[[ LISTED ENTRIES open ]]

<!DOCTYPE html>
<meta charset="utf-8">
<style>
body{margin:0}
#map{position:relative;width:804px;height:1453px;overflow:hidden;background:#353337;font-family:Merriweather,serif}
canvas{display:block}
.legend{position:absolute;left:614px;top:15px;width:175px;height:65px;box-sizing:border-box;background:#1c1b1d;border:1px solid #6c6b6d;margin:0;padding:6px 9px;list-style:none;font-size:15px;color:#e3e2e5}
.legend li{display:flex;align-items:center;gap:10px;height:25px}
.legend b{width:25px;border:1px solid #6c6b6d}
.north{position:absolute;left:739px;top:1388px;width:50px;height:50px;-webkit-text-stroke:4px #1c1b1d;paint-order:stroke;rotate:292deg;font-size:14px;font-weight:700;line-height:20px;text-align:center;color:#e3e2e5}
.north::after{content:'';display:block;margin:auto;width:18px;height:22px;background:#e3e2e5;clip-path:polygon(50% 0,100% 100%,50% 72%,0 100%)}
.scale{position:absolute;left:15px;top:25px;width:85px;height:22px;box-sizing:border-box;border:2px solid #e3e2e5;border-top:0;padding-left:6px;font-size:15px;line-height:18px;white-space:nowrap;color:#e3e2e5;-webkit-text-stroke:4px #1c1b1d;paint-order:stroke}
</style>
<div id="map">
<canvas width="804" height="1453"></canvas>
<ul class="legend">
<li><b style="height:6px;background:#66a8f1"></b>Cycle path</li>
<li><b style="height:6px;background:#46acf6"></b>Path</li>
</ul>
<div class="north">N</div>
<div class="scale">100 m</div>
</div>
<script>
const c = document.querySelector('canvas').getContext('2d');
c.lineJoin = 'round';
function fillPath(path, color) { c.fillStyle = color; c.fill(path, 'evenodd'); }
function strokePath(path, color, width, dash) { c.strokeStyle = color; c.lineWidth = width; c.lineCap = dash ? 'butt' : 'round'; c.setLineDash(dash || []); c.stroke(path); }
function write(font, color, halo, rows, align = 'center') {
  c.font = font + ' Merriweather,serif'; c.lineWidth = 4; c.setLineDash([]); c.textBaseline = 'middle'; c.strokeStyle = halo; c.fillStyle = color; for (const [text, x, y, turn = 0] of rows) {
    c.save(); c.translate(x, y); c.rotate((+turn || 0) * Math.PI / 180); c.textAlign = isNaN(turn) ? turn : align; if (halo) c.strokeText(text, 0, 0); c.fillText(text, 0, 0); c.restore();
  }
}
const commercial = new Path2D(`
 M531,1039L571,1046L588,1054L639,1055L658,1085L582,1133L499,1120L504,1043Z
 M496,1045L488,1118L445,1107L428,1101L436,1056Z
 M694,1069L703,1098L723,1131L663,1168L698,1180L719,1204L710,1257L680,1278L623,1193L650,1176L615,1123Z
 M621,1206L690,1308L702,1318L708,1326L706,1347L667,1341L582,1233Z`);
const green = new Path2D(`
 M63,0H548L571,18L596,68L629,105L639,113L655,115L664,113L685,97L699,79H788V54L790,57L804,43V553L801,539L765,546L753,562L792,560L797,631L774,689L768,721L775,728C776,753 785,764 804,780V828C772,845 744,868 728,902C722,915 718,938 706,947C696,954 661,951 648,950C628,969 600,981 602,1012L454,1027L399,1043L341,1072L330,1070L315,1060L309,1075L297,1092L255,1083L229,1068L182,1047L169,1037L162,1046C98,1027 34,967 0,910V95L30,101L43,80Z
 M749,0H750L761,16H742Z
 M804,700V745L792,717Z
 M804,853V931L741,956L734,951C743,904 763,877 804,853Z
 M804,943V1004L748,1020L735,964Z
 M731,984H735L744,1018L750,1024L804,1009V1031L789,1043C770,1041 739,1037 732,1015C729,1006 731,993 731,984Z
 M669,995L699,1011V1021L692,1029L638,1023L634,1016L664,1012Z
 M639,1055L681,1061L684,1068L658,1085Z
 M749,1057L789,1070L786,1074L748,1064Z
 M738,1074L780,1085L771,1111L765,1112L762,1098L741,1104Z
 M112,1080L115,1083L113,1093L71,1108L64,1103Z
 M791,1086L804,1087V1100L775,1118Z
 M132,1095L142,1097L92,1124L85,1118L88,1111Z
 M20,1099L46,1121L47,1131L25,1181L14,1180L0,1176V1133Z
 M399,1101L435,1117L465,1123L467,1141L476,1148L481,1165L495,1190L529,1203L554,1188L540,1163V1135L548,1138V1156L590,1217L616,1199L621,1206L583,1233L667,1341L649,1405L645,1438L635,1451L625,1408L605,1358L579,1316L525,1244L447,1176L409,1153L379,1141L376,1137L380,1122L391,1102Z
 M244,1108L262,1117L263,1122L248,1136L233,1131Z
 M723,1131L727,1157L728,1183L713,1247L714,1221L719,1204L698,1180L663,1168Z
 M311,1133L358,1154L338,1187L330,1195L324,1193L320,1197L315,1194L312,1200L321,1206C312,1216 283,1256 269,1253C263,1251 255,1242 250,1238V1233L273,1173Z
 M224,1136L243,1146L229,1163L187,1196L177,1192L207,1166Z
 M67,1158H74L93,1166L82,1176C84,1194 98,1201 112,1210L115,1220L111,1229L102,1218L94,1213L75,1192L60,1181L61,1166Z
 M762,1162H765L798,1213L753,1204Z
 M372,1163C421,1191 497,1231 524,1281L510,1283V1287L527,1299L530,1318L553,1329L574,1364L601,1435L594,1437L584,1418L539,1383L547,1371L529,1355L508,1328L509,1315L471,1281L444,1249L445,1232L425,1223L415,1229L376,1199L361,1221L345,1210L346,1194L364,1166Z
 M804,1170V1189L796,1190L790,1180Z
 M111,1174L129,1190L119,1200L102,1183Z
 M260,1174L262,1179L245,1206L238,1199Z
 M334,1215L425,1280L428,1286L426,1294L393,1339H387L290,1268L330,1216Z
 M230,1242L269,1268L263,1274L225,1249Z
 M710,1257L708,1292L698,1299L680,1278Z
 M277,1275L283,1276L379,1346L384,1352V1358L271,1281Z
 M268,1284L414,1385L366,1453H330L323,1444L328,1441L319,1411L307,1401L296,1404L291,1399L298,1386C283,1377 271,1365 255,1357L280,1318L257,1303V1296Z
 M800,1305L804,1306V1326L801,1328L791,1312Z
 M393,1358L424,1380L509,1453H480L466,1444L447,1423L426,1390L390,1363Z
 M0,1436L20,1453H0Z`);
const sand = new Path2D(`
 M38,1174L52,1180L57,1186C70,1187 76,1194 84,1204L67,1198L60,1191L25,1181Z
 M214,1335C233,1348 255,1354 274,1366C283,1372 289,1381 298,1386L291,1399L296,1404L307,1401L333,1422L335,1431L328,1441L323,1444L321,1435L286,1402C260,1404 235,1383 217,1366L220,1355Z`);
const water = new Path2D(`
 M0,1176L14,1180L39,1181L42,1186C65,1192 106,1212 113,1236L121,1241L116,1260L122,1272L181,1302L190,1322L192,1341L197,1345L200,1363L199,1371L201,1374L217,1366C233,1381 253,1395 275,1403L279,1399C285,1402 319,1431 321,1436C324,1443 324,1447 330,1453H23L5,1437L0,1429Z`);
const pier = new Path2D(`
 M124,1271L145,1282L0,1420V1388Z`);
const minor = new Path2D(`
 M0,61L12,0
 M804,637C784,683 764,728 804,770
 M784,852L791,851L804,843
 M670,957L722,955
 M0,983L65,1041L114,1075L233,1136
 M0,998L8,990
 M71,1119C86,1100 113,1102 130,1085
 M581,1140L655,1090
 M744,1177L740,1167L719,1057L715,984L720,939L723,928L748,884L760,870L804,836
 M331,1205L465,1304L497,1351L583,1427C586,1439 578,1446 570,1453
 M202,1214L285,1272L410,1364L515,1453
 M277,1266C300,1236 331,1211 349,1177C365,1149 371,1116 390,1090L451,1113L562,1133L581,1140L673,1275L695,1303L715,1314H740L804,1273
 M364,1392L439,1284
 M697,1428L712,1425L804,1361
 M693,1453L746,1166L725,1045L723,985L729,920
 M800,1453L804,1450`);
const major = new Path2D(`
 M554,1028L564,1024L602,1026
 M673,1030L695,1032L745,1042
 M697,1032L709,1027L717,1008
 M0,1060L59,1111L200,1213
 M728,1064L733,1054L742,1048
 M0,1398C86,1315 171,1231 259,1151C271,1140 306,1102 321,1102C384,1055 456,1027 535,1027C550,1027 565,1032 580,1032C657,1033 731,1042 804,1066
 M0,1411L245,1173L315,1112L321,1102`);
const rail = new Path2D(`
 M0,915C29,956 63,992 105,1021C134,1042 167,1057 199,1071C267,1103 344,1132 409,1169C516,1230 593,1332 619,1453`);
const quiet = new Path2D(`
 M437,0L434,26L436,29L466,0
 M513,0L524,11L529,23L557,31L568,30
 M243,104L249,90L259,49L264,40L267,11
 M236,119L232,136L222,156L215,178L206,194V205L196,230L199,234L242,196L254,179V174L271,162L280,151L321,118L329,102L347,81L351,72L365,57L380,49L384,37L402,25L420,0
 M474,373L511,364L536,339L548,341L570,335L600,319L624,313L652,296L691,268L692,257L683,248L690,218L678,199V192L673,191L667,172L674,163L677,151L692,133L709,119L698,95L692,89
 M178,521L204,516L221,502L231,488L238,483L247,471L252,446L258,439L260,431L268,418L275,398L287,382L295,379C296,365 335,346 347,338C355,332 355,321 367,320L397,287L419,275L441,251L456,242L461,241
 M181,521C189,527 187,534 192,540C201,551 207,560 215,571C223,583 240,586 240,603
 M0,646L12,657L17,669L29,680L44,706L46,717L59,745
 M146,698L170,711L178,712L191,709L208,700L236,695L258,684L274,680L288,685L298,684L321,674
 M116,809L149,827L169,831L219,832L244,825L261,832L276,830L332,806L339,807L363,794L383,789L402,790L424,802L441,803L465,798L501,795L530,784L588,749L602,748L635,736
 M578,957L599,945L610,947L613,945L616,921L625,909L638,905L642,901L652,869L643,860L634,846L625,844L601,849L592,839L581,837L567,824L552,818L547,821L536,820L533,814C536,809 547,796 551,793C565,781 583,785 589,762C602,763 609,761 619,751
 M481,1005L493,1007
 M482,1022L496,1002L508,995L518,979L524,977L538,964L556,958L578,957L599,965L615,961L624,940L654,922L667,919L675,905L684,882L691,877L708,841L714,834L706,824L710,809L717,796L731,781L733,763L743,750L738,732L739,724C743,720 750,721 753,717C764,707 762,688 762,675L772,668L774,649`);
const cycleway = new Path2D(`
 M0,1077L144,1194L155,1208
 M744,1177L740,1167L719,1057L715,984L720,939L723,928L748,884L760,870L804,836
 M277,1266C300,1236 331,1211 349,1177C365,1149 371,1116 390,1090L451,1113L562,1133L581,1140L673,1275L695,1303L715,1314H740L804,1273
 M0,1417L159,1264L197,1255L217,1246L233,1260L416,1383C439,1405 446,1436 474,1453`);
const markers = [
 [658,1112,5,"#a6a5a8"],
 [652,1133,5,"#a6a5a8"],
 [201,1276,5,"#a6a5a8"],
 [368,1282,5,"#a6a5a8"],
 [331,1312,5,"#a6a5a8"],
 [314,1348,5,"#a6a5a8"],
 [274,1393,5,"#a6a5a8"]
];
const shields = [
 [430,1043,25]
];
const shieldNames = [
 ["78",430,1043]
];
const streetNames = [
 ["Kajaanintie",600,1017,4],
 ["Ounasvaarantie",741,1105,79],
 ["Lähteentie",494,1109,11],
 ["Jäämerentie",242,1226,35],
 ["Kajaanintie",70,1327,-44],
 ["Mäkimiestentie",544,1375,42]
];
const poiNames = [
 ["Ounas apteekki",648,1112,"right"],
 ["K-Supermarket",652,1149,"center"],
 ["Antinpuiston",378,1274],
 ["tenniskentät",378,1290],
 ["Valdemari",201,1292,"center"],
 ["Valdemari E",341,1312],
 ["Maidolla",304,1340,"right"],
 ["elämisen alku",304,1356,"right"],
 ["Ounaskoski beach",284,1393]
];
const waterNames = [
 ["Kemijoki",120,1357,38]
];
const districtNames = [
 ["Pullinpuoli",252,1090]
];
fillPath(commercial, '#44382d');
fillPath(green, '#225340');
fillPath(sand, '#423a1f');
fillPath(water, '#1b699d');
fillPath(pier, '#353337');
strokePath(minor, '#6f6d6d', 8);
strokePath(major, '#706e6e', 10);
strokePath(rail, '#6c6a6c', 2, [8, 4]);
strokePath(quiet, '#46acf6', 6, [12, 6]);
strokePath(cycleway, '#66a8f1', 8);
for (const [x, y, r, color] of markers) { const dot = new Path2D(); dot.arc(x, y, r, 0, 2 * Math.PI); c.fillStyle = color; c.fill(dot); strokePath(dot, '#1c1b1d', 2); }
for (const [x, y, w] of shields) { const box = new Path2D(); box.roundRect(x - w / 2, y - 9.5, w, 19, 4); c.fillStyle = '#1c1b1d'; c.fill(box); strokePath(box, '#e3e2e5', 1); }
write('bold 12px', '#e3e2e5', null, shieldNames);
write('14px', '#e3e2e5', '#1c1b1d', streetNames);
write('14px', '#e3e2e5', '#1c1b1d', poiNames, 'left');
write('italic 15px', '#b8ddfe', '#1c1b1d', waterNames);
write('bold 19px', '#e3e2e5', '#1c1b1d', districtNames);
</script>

[[ LISTED ENTRIES closed ]]

YOUR GOAL: Search the listing for "turn" and copy each line holding it.

PROBLEM SOLUTION:
  c.font = font + ' Merriweather,serif'; c.lineWidth = 4; c.setLineDash([]); c.textBaseline = 'middle'; c.strokeStyle = halo; c.fillStyle = color; for (const [text, x, y, turn = 0] of rows) {
    c.save(); c.translate(x, y); c.rotate((+turn || 0) * Math.PI / 180); c.textAlign = isNaN(turn) ? turn : align; if (halo) c.strokeText(text, 0, 0); c.fillText(text, 0, 0); c.restore();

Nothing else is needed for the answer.